Silke was not optimistic that the beer industry would see relief, as the government has always been justified from a health point of view to enforce sin taxes, despite the business need to provide relief to small business owners in the sector. He also said the budget could prove the country’s finances were healthier after the revenues accumulated over the past year — and the revenue side of the equation would look pretty good.

“I’m not sure how much taxpayers will get, but at least I don’t think we’re going to raise income taxes,” he said. “I think that will be relatively good news for South Africans.

“If there’s any relief, it’ll be in the tax table because we’ve raised a decent amount of revenue on the corporate tax side.”

Director and Chief Economist at Econometrix Dr. Azar Jammine said the finance minister had received much more revenue than he expected, giving him a little more leeway today than would normally have been the case.

“I don’t expect anything special. “I think we’re going to see inflation-related adjustments in fuel, excise taxes and things like that,” Jammine said.

“But I don’t see any major changes or increases, partly because the government is already going to benefit enormously from more taxes than it had previously expected as a result of soaring raw material prices.”

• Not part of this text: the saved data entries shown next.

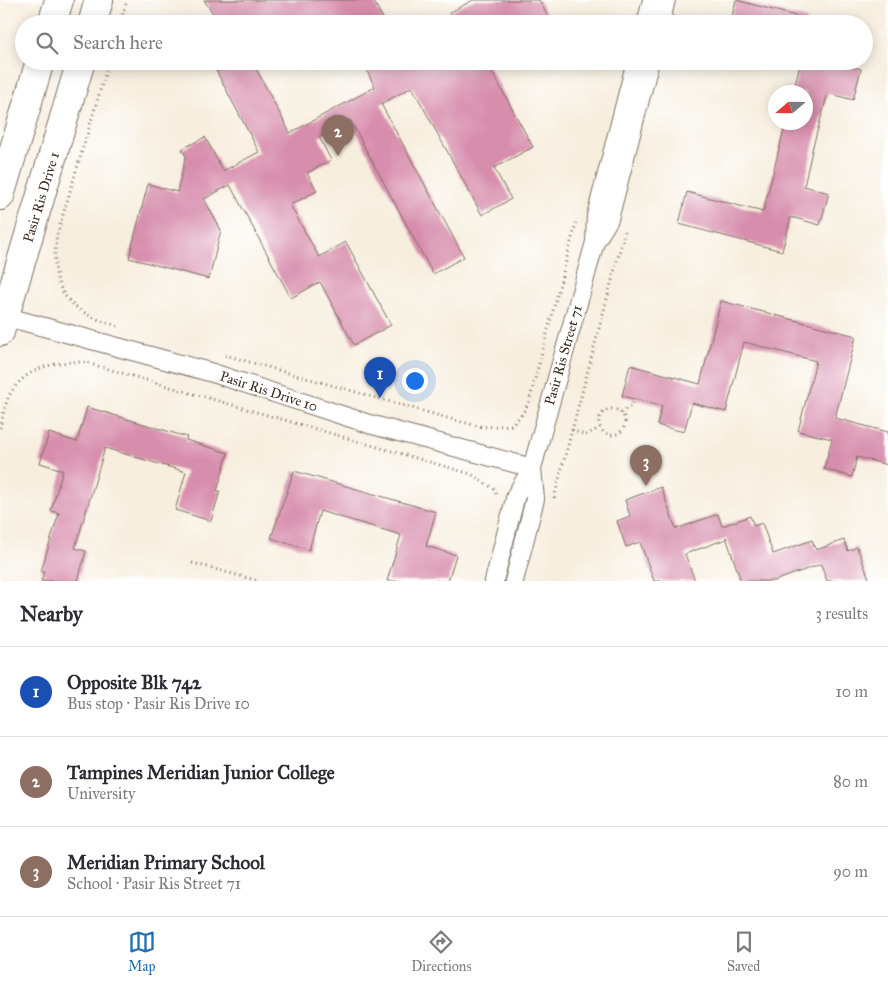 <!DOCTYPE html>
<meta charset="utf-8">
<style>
:root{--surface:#fff;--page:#f2f2f3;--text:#2b2b33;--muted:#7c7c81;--line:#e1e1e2;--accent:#1f6fb2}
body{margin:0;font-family:"IM FELL Great Primer",serif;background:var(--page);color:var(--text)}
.compass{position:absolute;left:768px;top:85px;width:45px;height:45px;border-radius:50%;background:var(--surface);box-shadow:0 2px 12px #0003;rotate:250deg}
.you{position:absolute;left:414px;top:380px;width:18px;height:18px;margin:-12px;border:4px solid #fff;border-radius:50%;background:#1a73e8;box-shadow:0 0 0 8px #1a73e833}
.badge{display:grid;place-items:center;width:32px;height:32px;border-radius:50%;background:var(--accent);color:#fff;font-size:16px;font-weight:700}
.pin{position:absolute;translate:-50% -41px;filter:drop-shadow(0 1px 2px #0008)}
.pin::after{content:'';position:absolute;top:26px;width:18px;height:15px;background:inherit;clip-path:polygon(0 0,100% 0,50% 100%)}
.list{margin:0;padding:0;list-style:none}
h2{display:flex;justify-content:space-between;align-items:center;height:65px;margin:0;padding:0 20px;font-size:21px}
h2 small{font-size:16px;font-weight:400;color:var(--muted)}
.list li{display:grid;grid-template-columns:32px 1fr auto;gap:15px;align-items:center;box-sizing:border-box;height:90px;padding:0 20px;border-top:1px solid var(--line)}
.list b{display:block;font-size:19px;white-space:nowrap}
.list p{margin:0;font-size:16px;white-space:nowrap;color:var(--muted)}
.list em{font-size:16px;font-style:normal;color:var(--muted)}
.icon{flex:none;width:28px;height:28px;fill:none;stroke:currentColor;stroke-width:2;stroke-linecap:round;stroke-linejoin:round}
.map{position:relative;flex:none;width:888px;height:581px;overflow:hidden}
.search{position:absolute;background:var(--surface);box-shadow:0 2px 12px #0003;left:15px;right:15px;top:15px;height:55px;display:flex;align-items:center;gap:12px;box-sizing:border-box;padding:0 18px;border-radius:28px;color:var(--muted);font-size:19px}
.sheet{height:335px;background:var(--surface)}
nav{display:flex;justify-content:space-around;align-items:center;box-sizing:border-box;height:70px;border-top:1px solid var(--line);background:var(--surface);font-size:14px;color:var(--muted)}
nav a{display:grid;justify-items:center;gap:2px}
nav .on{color:var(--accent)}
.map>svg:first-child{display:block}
</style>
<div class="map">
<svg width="888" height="581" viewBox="0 0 888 581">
<rect width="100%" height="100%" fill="#fff"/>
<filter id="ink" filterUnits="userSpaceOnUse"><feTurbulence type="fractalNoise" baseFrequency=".02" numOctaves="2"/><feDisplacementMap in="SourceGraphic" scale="10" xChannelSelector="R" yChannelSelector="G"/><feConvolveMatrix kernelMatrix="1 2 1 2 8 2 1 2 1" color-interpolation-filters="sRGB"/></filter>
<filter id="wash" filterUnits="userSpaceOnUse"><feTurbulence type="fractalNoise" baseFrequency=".0096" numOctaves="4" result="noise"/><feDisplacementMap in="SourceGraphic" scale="20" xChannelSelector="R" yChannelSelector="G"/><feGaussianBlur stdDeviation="1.12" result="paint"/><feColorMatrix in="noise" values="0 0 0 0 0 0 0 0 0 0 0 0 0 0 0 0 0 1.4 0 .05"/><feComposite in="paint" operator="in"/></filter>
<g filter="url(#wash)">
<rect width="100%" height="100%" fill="#f7eede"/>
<g id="blocks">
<g fill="#d78dac">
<path d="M 204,0 L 373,0 L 386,24 L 223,24 L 214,15 Z"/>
<path d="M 473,0 L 539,0 L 552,24 L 455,24 L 449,13 Z"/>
<path d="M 736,0 L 807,19 L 806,24 L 730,24 Z"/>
<path d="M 211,61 L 252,61 L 290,133 L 375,87 L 362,61 L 486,61 L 533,147 L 494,168 L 511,199 L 482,215 L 412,87 L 381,104 L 464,257 L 433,274 L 350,120 L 319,137 L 331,160 L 307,173 L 317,191 L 290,205 L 319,257 L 346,242 L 391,325 L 354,345 L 320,282 L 291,298 L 230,185 L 204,199 L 221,230 L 209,279 L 129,258 L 148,184 L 177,192 L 186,156 L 182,149 L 205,137 L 223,171 L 259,152 Z"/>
<path d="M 801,61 L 830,61 L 861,69 L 853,100 L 828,93 L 813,146 L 804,186 L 829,193 L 820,225 L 791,217 L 782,251 L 679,224 L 687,192 L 763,212 L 786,122 L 806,122 L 806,92 L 793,92 Z"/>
<path d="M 721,301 L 856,336 L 835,418 L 888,432 L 888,465 L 857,457 L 852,477 L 824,469 L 832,439 L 798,431 L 816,361 L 744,342 L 726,412 L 692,403 L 684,432 L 657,425 L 662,406 L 622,396 L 630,365 L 700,384 Z"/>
<path d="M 87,407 L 187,437 L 186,440 L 228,453 L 217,491 L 220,491 L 211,521 L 175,510 L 186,472 L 105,448 L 75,548 L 86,551 L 78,581 L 41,581 L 44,572 L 41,571 L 59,513 L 51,511 L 63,470 L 40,463 L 49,433 L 77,442 Z"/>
<path d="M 294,471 L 436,512 L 426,546 L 456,555 L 448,581 L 387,581 L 401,535 L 320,511 L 309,550 L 271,538 Z"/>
<path d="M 661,487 L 676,529 L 718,514 L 722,526 L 750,516 L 754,526 L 762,523 L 773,554 L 812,540 L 816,550 L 844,540 L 848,551 L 857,547 L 870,581 L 827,581 L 821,564 L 774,581 L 741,581 L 726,537 L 726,539 L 685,554 L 695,581 L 654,581 L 640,542 L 626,547 L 617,521 L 630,516 L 625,500 Z"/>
</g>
</g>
</g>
<g filter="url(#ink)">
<use href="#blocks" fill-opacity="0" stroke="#7d6f61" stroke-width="1"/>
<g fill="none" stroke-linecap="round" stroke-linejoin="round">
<defs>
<g id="minor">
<path d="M 646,24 L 652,0"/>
<path d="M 660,24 L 666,0"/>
<path d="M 595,242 L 609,219 L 650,61"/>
<path d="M 0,315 L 213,373 L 369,424 L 532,468"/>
<path d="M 494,581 L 516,495 L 532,468 L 595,242 L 596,216 L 636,61"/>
<path d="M 514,581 L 535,499 L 532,468"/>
</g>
<g id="primary">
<path d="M 52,24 L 59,0"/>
<path d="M 92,24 L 99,0"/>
<path d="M 0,196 L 40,61"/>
<path d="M 0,332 L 81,61"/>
</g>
</defs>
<use href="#minor" stroke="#7d6f61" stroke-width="20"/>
<use href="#primary" stroke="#7d6f61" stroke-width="30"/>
<g stroke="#7d6f61" stroke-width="3" stroke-dasharray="1 4" stroke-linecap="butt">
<path d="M 120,24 L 127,0"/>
<path d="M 22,45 L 24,38"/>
<path d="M 109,61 L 57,235 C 48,289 67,312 118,326"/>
<path d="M 671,61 L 692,67 L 704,61"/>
<path d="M 225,355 L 458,421 L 483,427 L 511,425 L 521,416 L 529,402 L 576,223"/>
<circle cx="612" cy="422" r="13"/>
<path d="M 621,413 L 632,405 L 633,399"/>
<path d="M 0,428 C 3,417 5,401 12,391 C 28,367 56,361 84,362 L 471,474 L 494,489 L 497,496"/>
<path d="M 572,430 L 585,435 L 600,428"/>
<path d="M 554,498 L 625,231"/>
<path d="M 192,563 L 259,581"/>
<path d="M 437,580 L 437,581"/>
</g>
<use href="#minor" stroke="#fff" stroke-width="18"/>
<use href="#primary" stroke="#fff" stroke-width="28"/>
</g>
</g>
<g text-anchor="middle" stroke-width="5" stroke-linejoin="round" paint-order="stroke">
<g font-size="14" fill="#3b2a1e" stroke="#fff">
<text transform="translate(41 197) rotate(-73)" y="5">Pasir Ris Drive 1</text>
<text transform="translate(563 355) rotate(-74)" y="5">Pasir Ris Street 71</text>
<text transform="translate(269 391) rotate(18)" y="5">Pasir Ris Drive 10</text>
</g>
</g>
</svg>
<svg class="compass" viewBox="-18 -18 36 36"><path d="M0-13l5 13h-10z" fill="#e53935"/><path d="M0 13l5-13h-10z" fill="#7c7c81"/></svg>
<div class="you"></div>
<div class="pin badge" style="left:380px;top:398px;background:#1a4fb4">1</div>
<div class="pin badge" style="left:338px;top:156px;background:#8d6e63">2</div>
<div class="pin badge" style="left:646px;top:486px;background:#8d6e63">3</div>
<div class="search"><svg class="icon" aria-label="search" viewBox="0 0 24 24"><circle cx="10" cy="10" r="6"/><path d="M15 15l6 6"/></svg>Search here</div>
</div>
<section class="sheet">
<h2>Nearby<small>3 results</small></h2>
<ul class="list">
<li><span class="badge" style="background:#1a4fb4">1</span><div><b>Opposite Blk 742</b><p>Bus stop · Pasir Ris Drive 10</p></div><em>10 m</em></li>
<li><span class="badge" style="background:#8d6e63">2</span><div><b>Tampines Meridian Junior College</b><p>University</p></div><em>80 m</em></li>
<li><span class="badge" style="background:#8d6e63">3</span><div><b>Meridian Primary School</b><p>School · Pasir Ris Street 71</p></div><em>90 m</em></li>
</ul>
</section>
<nav>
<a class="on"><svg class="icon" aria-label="map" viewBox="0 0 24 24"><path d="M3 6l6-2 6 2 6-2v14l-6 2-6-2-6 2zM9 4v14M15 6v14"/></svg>Map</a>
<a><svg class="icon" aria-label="directions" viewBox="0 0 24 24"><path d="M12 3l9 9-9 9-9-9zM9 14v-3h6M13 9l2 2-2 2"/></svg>Directions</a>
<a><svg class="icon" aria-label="saved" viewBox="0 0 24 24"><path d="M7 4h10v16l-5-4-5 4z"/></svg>Saved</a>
</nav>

READ NOW: Wishes and predictions for Godongwana’s first budget speech

Meanwhile, Silke said Treasury would report an increase in export goods revenues and earnings

collection would be very healthy for this year from a business perspective. That would bring in extra money for the state that it hasn’t had in recent years.

“Now the question is how the government uses the revenue it has collected.

“Is it going to give it back to consumers through concessions in terms of the tax tables, or will it take that money and pump it into debt relief in South Africa?” he asked.

“Much of the budget will be around this need to reduce our overall debt and reduce the country’s debt service if we have a windfall, which I think we have this year.”